Possible infinite loop in serial-json output #736

Open kwalcock opened 3 years ago

kwalcock commented 3 years ago

As noted in #723, reach seems to hang and never make it through this particular file with this output format, at least until some internal part overflows, positive numbers become negative, and an exception is thrown a day later.

Exception Format Plan PMCID Sentence
java.lang.NegativeArraySizeException serial-json unsolved PMC7176272 There seems to be an infinite loop somewhere.

PMC7176272.nxml.txt

kwalcock commented 3 years ago

There seems to be something strange going on with the Antecedents related to the Anaphoric trait. There are very long chains of them. I stopped when they got to 100. When printing output for one of them, the 100 antecedents must be printed. For the 99th, its 98 must be printed, for the 98th, its 97, etc. This quickly explodes. There is a loop detector now and if it is trustworthy, there are no loops, but these longs chains are probably causing problems. Who knows anything about them? I am counting them as they are being output here: https://github.com/clulab/reach/blob/3e632c5cad9ea93584a629611fde6ed5fe521d0c/main/src/main/scala/org/clulab/reach/mentions/serialization/json/package.scala#L251

MihaiSurdeanu commented 3 years ago

This was probably done by @danebell. @danebell: any chance you can look into this probable infinite loop thing? Thank you!

herongrove commented 3 years ago

Absolutely. Let me take a look at it and get back to you.

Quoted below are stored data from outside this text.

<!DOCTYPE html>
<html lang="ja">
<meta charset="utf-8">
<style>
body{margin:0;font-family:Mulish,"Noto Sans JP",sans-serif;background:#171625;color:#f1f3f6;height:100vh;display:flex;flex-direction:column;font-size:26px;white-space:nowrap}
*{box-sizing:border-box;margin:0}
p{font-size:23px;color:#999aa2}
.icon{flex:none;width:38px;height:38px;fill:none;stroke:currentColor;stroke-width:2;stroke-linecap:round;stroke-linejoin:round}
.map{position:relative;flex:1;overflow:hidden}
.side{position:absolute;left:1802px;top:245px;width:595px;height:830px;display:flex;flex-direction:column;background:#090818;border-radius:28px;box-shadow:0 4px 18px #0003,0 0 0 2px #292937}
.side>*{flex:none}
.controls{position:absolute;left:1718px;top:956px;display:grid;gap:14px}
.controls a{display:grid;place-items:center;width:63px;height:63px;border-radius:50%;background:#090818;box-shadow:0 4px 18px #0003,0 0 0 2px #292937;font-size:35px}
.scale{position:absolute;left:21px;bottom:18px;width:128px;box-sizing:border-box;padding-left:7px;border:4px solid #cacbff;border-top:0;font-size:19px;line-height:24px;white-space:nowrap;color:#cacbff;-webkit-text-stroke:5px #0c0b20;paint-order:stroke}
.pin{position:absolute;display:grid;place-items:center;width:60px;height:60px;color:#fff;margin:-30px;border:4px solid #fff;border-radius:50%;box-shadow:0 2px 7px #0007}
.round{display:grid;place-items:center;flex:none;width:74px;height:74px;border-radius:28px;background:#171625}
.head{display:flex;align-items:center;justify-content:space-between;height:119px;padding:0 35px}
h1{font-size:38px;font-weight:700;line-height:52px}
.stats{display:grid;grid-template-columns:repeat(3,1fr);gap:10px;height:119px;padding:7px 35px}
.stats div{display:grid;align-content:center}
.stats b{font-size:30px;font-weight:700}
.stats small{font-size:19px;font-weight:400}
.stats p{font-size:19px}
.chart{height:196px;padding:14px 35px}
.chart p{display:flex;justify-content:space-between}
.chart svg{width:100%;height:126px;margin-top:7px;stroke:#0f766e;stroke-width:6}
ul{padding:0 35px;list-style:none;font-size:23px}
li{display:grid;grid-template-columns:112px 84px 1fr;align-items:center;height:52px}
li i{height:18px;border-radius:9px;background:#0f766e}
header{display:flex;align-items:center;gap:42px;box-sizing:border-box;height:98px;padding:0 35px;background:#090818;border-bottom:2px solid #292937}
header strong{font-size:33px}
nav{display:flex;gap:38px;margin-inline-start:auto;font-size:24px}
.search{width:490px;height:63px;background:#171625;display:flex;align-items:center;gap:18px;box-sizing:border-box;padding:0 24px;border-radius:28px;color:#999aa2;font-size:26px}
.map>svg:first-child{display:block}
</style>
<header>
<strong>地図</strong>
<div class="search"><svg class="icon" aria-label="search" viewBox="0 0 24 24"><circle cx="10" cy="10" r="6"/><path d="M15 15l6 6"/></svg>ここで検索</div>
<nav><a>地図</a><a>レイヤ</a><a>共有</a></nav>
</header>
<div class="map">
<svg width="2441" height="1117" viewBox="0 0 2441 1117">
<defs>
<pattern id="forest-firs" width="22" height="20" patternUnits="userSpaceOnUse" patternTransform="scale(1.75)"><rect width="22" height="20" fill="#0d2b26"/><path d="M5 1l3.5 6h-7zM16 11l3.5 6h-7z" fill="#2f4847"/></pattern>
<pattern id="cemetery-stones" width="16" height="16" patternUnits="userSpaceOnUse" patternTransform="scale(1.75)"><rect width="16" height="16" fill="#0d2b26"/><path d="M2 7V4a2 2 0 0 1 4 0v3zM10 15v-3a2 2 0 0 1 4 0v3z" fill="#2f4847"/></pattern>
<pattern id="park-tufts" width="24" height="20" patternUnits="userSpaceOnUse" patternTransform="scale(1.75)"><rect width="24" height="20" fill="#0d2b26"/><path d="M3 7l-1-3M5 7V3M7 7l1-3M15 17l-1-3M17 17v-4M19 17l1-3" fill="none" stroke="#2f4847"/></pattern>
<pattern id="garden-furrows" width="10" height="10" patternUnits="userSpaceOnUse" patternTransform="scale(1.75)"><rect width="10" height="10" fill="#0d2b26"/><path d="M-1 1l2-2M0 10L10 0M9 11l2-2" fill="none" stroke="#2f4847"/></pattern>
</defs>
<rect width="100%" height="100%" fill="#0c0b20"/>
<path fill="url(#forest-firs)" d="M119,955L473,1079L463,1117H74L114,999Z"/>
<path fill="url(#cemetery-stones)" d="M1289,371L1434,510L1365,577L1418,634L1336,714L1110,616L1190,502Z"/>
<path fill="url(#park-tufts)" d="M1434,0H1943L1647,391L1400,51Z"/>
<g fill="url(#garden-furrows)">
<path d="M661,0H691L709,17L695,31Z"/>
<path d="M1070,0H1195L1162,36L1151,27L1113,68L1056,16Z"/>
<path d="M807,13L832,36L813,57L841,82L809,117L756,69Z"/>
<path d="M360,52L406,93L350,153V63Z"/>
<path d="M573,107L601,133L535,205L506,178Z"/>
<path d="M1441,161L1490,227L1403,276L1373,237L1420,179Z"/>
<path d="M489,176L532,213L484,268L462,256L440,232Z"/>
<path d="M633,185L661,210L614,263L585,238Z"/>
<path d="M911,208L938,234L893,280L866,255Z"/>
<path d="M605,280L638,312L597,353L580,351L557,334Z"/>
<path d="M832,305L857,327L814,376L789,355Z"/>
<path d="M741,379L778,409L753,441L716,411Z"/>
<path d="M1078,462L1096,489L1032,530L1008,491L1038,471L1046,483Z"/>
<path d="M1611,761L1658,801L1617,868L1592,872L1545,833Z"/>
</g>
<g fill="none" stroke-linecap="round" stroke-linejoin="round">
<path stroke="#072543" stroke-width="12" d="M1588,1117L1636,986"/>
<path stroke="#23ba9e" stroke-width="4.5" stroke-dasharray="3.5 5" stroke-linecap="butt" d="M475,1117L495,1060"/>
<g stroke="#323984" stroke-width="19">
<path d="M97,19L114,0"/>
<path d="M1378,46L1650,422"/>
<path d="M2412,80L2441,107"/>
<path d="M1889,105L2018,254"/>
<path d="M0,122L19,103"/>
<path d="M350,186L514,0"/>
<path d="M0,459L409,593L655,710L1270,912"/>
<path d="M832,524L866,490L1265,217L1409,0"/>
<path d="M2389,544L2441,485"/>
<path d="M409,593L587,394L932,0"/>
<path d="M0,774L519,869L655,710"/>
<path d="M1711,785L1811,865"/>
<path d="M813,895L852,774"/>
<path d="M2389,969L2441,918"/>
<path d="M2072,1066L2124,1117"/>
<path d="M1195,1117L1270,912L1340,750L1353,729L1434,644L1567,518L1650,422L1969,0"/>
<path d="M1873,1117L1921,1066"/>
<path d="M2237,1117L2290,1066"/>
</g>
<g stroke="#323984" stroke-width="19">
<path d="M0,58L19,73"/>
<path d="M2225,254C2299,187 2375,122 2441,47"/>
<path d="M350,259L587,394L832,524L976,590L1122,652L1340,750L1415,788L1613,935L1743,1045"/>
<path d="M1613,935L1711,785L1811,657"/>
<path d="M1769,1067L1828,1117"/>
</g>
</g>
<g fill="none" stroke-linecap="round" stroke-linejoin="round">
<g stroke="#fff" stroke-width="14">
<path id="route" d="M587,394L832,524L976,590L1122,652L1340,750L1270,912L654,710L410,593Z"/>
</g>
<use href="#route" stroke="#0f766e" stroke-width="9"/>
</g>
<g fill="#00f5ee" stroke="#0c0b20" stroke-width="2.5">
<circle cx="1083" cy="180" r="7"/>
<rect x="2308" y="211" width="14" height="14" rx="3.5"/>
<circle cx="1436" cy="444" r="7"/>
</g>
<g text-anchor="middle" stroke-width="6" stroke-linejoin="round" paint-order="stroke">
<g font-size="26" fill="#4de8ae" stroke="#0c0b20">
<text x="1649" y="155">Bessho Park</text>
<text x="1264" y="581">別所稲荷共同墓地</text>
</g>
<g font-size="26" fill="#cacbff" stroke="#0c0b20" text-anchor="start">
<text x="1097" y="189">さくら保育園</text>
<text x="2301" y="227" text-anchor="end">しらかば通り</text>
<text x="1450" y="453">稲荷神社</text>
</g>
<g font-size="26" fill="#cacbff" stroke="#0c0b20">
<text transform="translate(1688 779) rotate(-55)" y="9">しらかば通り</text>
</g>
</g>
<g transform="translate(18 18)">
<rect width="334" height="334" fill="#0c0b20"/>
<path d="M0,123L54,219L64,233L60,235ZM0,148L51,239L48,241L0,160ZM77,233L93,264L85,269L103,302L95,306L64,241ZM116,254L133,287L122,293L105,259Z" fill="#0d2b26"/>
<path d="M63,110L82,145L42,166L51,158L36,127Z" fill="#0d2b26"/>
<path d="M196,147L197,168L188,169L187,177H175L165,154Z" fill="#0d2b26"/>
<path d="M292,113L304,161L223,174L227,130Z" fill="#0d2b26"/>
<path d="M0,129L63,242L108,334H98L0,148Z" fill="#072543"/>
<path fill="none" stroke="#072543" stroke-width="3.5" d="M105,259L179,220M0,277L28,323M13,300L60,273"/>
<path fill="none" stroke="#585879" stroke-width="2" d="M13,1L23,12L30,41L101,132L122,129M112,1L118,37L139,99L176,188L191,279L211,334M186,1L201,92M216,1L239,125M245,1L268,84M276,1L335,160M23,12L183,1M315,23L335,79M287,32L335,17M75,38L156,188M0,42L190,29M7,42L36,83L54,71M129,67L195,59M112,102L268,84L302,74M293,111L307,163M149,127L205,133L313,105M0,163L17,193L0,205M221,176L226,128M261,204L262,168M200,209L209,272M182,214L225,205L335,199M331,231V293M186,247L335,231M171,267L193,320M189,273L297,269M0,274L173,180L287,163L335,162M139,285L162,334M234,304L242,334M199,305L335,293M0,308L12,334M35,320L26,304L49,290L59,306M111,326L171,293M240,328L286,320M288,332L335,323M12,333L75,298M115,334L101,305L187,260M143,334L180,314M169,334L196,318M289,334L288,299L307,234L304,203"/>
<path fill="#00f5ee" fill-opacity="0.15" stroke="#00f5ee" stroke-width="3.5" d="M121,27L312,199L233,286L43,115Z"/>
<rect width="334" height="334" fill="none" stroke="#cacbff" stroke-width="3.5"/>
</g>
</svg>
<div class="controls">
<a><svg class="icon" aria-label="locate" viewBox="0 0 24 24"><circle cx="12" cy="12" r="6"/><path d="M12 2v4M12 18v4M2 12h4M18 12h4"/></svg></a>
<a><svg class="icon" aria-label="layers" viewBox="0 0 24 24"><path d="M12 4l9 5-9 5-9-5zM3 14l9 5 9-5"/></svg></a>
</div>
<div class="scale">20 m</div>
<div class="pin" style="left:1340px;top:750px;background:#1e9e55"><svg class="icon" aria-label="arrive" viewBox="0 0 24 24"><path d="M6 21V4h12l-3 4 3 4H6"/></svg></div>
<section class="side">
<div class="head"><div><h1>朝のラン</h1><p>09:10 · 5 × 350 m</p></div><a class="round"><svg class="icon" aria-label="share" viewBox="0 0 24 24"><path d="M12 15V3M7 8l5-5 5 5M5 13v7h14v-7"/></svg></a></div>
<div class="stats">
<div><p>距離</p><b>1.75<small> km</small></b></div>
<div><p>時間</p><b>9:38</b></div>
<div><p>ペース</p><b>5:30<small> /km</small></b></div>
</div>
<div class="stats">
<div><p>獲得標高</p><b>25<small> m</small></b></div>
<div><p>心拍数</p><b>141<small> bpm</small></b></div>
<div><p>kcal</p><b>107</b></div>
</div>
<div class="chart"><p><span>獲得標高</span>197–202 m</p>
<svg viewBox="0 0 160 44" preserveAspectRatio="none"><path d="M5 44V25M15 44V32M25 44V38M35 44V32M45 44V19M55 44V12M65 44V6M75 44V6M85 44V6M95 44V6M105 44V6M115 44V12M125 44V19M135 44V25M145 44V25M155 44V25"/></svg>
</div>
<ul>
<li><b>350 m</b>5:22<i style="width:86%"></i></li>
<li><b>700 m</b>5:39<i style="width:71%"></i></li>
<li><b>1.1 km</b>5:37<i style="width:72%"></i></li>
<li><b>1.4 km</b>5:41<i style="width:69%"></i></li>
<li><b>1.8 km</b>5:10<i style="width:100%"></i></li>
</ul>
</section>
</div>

kwalcock commented 3 years ago

@danebell, please see branch kwalcock-loop and the test TestLoop (which I just updated). It should access PMC7176272.nxml which is one of the test resources. It is a large file in which something like 4000 mentions are found. Finding them is not a big problem, but outputting them will take overnight and break when a buffer exceeds 2gb, it seems. I can figure it out eventually, but if someone has a large head start, they should be consulted.